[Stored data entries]
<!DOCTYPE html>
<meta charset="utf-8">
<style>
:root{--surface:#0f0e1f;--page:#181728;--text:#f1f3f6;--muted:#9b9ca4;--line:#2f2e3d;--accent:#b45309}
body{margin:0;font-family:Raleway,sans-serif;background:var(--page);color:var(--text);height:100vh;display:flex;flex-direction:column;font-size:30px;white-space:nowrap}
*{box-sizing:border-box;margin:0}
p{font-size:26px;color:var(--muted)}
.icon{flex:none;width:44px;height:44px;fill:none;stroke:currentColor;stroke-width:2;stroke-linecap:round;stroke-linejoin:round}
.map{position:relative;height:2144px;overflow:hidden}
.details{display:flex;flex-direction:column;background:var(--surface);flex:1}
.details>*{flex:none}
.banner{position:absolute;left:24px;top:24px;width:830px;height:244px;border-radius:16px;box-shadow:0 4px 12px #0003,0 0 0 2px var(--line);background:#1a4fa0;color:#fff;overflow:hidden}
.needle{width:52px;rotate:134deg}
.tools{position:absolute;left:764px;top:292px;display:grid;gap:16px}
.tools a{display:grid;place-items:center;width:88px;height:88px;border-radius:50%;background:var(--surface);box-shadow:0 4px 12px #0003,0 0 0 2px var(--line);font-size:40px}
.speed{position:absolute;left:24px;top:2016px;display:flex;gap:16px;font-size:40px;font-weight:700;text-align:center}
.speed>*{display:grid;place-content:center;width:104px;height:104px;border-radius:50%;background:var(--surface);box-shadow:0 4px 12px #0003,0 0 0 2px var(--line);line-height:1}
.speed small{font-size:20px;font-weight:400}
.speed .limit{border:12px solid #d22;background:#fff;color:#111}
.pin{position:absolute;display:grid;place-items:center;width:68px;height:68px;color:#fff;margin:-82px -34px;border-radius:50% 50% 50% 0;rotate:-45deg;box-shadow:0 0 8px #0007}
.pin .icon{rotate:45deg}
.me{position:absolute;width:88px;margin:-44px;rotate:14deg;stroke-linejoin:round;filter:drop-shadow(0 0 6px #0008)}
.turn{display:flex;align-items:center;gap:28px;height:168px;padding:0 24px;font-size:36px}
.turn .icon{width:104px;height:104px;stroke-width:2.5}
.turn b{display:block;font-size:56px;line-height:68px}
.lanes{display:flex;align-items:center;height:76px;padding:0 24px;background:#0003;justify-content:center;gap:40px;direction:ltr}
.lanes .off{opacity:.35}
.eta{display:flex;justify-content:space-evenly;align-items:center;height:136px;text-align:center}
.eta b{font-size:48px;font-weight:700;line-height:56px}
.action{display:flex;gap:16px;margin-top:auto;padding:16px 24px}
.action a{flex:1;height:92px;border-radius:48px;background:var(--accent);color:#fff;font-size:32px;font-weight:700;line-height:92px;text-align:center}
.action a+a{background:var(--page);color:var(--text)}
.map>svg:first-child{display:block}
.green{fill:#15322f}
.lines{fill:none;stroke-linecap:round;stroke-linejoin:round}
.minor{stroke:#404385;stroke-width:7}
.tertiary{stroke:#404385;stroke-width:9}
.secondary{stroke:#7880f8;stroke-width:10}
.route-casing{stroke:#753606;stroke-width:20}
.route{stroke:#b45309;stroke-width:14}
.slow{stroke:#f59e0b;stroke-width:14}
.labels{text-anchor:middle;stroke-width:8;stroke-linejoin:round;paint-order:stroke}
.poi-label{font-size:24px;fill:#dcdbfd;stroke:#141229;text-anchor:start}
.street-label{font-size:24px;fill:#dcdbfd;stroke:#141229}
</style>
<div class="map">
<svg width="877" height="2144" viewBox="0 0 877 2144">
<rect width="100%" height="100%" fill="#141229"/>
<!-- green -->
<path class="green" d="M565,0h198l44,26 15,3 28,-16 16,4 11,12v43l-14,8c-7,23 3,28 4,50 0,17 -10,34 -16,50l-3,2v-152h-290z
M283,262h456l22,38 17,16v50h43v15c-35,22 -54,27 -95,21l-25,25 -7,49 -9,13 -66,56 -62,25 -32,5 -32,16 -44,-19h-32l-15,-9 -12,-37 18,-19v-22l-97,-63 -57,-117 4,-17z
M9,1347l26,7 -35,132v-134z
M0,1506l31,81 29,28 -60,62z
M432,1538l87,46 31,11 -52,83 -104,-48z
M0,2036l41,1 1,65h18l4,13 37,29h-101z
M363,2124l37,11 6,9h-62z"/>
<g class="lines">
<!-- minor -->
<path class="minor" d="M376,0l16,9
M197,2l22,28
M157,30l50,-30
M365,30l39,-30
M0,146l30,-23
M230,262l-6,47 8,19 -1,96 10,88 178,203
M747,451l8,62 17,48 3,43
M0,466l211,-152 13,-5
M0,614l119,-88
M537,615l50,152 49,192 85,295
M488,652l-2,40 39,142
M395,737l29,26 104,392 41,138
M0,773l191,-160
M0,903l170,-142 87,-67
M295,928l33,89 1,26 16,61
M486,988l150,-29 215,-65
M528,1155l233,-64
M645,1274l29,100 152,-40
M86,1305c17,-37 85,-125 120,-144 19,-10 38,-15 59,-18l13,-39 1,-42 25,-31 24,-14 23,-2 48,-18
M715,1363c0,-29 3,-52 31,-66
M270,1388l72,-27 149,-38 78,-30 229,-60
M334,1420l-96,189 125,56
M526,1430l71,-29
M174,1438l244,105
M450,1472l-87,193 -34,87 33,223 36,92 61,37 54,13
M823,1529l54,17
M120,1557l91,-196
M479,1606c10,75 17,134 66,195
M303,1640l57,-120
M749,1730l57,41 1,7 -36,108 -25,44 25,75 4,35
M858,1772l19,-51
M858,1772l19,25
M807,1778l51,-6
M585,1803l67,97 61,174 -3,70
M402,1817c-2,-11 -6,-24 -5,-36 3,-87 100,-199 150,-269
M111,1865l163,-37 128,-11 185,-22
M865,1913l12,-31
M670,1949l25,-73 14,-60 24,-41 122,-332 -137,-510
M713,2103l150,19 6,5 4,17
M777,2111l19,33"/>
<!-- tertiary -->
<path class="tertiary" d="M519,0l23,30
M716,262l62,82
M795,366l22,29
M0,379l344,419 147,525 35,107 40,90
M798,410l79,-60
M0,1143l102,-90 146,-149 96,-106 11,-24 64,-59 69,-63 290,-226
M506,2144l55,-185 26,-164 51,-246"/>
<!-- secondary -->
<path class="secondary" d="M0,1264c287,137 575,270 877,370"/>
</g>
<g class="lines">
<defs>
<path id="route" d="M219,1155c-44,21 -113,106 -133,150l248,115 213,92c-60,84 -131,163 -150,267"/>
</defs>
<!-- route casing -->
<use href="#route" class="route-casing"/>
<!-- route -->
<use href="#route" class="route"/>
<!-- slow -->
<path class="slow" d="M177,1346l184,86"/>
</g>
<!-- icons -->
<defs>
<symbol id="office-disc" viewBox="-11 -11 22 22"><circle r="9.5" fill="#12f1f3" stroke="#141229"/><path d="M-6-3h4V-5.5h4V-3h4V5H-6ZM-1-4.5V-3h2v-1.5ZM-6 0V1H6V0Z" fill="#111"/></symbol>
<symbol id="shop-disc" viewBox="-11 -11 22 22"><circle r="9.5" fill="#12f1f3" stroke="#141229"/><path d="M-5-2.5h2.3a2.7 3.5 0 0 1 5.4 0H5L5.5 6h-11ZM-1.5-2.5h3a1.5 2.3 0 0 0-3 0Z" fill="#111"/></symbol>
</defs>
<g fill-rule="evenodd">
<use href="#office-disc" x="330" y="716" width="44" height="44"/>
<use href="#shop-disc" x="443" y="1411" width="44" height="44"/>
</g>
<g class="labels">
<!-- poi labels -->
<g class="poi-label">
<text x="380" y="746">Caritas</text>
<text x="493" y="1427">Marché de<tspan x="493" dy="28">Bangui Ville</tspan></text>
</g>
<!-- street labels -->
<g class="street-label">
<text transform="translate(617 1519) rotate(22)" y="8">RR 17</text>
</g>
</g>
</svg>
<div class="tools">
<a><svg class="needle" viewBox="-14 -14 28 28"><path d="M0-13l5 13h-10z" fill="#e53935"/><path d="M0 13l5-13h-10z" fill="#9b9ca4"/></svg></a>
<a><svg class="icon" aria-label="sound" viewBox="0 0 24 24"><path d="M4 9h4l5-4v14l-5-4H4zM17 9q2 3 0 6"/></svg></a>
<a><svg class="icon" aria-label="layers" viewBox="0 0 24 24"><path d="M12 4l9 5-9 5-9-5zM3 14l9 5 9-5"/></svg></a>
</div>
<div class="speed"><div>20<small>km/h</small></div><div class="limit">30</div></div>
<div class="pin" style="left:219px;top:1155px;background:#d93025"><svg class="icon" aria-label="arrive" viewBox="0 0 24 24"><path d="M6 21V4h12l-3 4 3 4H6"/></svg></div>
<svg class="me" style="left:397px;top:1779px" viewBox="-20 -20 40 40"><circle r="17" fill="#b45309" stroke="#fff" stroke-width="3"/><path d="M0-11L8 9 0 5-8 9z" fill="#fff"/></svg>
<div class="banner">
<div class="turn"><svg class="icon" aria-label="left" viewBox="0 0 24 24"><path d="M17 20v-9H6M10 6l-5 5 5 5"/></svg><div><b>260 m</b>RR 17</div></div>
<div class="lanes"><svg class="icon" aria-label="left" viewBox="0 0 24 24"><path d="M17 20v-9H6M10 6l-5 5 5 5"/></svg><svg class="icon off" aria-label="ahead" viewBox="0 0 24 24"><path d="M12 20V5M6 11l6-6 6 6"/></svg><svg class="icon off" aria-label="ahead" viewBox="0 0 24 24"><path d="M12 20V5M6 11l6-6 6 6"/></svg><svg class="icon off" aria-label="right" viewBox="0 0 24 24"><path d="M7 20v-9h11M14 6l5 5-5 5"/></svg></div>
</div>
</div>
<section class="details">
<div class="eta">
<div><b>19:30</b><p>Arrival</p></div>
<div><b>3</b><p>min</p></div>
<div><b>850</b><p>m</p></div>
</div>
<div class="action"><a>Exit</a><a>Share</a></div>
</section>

> What you will do: Check each line of the records above, and copy those that hold the word "needle".

> Exercise output:
.needle{width:52px;rotate:134deg}
<a><svg class="needle" viewBox="-14 -14 28 28"><path d="M0-13l5 13h-10z" fill="#e53935"/><path d="M0 13l5-13h-10z" fill="#9b9ca4"/></svg></a>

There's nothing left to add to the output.